JOHNSON CITY, Tenn. (WJHL) — East Tennessee State University’s (ETSU) medical school has launched a new program aimed at helping students obtain certain types of medical degrees faster and for less cost.
According to a release from ETSU, the Quillen College of Medicine (QCOM) developed the Tri-TRAILS curriculum. TRAILS stands for “Team-based Rural Applied Integrated Learning System.”
The program is partly designed to increase the numbers of students entering family medicine, internal medicine and pediatrics and completing their residencies locally. All those practice areas are considered primary care.
“One of our missions at the Quillen College of Medicine is to produce primary care physicians,” ETSU Assistant Dean for Curriculum Ivy Click told WATE’s sister station, WJHL.

The curriculum will allow students to complete medical school in three years. Those in the Tri-TRAILS program will study alongside typical four-year medical students. In order to enroll in the program, students must first have already been accepted into Quillen.
“This new approach to our curriculum allows highly qualified candidates to complete medical school in a three-year period,” Dr. William Block, ETSU vice president for clinical affairs and dean of QCOM, stated in the release. “This helps them to limit the cost while it provides our region with an increase in well-trained and talented physicians.”
The first cohort of students will include six pursuing family medicine, two pursuing internal medicine and one pursuing pediatrics. QCOM plans to up the number of students from nine to 11 in 2024.
Three-year med school options are a growing trend over the past decade or so, with the Medical University of South Carolina in Charleston being one of the closer examples geographically. Like many other schools offering the option, ETSU has joined the “Consortium of Accelerated Medical Pathway Programs (CAMPP).
New York University launched the consortium in 2015, and two aims all its members share are reducing the nationwide physician shortage and alleviating student debt, according to CAMPP’s website.
“Students are definitely going to be excited about this because it will allow them to complete their training in a faster amount of time and for less money,” Click said. “It also really offers them the opportunity to get to know their residency program where they’ll be completing their training before they ever get to that stage.”
Tri-TRAILS students will take part in an extra eight weeks of clinical experience during the break between their first and second years of study.

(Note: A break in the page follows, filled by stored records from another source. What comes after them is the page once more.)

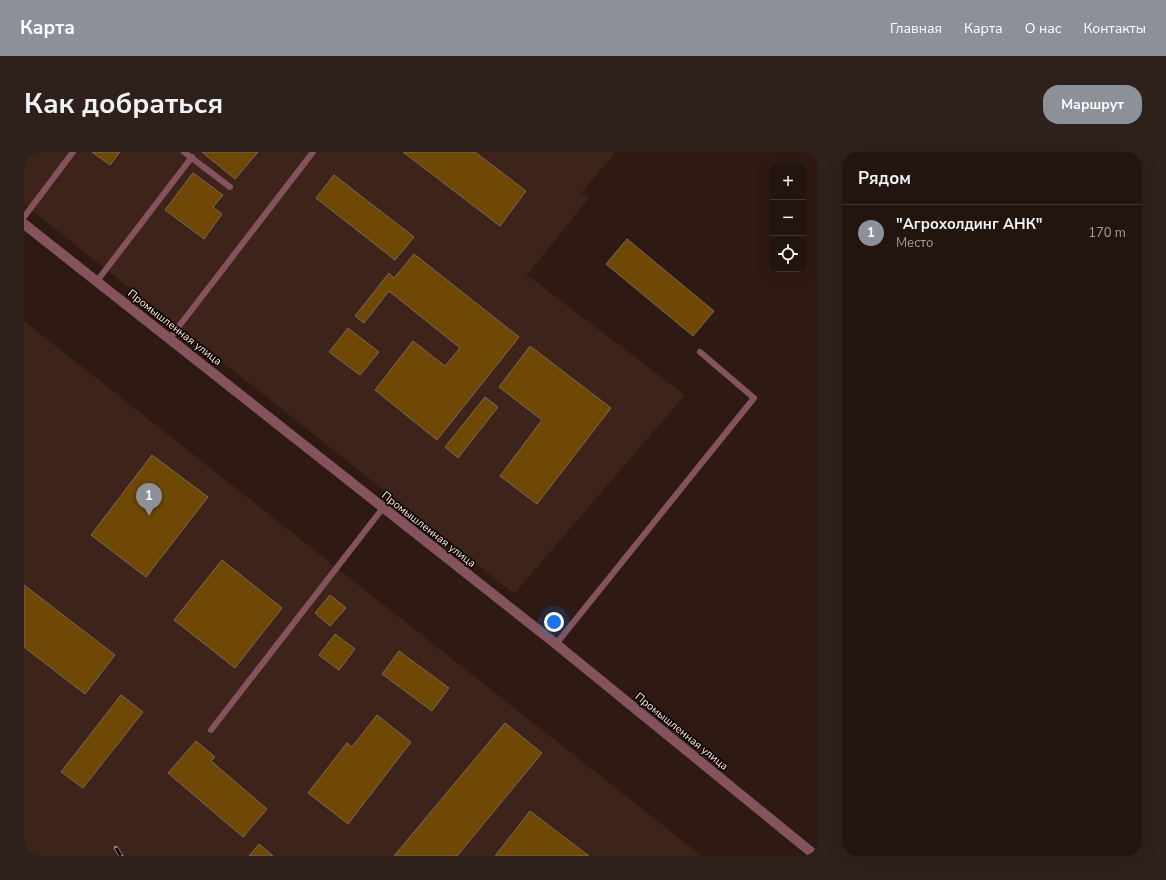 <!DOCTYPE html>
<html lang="ru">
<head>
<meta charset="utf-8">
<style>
	:root { --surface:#22140e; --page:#2e211c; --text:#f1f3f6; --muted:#a29e9e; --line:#3f332e; --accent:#8c9099 }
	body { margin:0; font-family:"Nunito Sans",sans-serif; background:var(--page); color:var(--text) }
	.controls { position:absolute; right:12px; top:12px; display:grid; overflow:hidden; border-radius:8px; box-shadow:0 4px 16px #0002 }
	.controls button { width:36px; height:36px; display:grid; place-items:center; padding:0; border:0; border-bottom:1px solid var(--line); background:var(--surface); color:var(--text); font:20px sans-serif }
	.you { position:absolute; left:530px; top:470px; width:14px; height:14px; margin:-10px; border:3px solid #fff; border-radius:50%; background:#1a73e8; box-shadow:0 0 0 6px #1a73e833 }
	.badge { display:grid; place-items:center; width:26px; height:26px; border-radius:50%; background:var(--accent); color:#fff; font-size:13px; font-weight:700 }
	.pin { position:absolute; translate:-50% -33px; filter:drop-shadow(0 1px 2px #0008) }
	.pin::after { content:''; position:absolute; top:21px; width:14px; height:12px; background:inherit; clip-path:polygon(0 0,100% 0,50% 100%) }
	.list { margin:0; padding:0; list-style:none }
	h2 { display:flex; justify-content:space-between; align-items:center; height:52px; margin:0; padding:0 16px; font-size:17px }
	h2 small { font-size:13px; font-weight:400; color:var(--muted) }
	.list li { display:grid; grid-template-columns:26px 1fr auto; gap:12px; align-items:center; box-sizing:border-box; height:56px; padding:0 16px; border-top:1px solid var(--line) }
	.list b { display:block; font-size:15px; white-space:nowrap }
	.list p { margin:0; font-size:13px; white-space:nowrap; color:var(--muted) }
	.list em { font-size:13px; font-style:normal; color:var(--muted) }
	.icon { flex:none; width:22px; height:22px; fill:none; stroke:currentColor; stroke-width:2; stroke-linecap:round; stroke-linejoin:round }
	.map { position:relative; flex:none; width:794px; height:704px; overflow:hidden; border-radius:16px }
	header { display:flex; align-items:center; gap:24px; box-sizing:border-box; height:56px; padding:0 20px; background:var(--accent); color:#fff }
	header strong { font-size:19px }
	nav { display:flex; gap:22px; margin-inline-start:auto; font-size:14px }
	.intro { display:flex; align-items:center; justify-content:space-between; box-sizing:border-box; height:96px; padding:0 24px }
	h1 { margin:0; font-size:28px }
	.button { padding:10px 18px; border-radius:16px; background:var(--accent); color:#fff; font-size:14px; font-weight:700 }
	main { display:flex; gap:24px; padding:0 24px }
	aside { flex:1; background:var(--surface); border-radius:16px; box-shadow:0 4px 16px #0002 }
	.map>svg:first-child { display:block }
	.built { fill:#3d2319 }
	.building { fill:#6f4806; stroke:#7a6a57 }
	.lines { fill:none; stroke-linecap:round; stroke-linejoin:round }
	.service { stroke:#85535e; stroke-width:6 }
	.minor { stroke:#85535e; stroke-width:10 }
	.rail-casing { stroke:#9b8983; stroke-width:4.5 }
	.rail { stroke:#100705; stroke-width:3; stroke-dasharray:9; stroke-linecap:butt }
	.labels { text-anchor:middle; stroke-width:3.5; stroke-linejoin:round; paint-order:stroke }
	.street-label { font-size:11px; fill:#f7e8e2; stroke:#100705 }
</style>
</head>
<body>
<header>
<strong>Карта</strong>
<nav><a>Главная</a><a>Карта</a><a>О нас</a><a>Контакты</a></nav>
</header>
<div class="intro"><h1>Как добраться</h1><a class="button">Маршрут</a></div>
<main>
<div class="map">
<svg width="794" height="704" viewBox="0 0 794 704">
	<rect width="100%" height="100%" fill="#2e1a12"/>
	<g class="built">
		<path d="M0,0H592L557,41L565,46L503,123L661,243L490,442L0,52Z"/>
		<path d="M0,169L678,704H0Z"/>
	</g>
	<g class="building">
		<path d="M68,0H96L86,13Z"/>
		<path d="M178,0H234L211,27Z"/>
		<path d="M379,0H451L502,39L476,74Z"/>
		<path d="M169,21L199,43L189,55L198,62L180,87L141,58Z"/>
		<path d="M310,23L390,85L371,108L292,46Z"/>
		<path d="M603,87L690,159L669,184L582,112Z"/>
		<path d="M390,102L495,185L413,288L351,238L389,189L421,214L436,196L365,139L340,171L331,164L365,121L370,126Z"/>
		<path d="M324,176L355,200L336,223L305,200Z"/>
		<path d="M506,194L587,256L513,352L476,324L518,268L475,235Z"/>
		<path d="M461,245L474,255L434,306L421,295Z"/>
		<path d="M128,303L184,345L122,425L67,383Z"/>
		<path d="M198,408L258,456L211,516L150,468Z"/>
		<path d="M0,433L91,503L61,542L0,495Z"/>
		<path d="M306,443L322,456L306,474L291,461Z"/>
		<path d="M311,482L331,497L315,518L295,503Z"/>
		<path d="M375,499L425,536L408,559L358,522Z"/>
		<path d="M97,543L119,560L59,636L37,620Z"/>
		<path d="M353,563L387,590L324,672L284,641L323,591L328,595Z"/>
		<path d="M481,571L518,601L433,704H370Z"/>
		<path d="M172,589L191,605L187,609L243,657L219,685L144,621Z"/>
		<path d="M506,659L565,704H471Z"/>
		<path d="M235,692L249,704H225Z"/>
	</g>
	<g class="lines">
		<g class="service">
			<path d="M160,0L206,35"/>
			<path d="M0,65L49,0"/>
			<path d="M73,129L168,5"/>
			<path d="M146,186L289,0"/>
			<path d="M532,492L730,246L676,200"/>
			<path d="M187,578L359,356"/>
		</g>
		<path class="minor" d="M0,72L532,492L792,704"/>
		<g class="rail-casing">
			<path id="rail" d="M92,696L97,704"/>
		</g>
		<use href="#rail" class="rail"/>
	</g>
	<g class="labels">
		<g class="street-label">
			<text transform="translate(151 175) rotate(38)" y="4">Промышленная улица</text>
			<text transform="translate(405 377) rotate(38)" y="4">Промышленная улица</text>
			<text transform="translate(658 579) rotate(39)" y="4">Промышленная улица</text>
		</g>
	</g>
</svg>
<div class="controls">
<button>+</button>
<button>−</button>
<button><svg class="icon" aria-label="locate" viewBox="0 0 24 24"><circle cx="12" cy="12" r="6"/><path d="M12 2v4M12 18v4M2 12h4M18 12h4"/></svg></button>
</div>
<div class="you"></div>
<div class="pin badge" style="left:125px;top:364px">1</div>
</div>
<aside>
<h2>Рядом<small></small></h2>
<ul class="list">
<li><span class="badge">1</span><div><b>&quot;Агрохолдинг АНК&quot;</b><p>Место</p></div><em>170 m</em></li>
</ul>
</aside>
</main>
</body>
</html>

They can also take part in other early clinical experiences and enroll in a “pre-clerkship preceptor experience with faculty within a chosen residency program.”
Those QCOM residency programs, which are also where the students commit to completing their post-graduate residency as well, include the following:
- Internal Medicine
- Pediatrics
- Family Medicine Bristol
- Family Medicine Johnson City
- Family Medicine Kingsport
Further licensing examinations and experiences are required following the clerkships. To learn more about the program or apply, visit the college’s website.
The deadline to apply for the inaugural year of the program is April 1, 2023.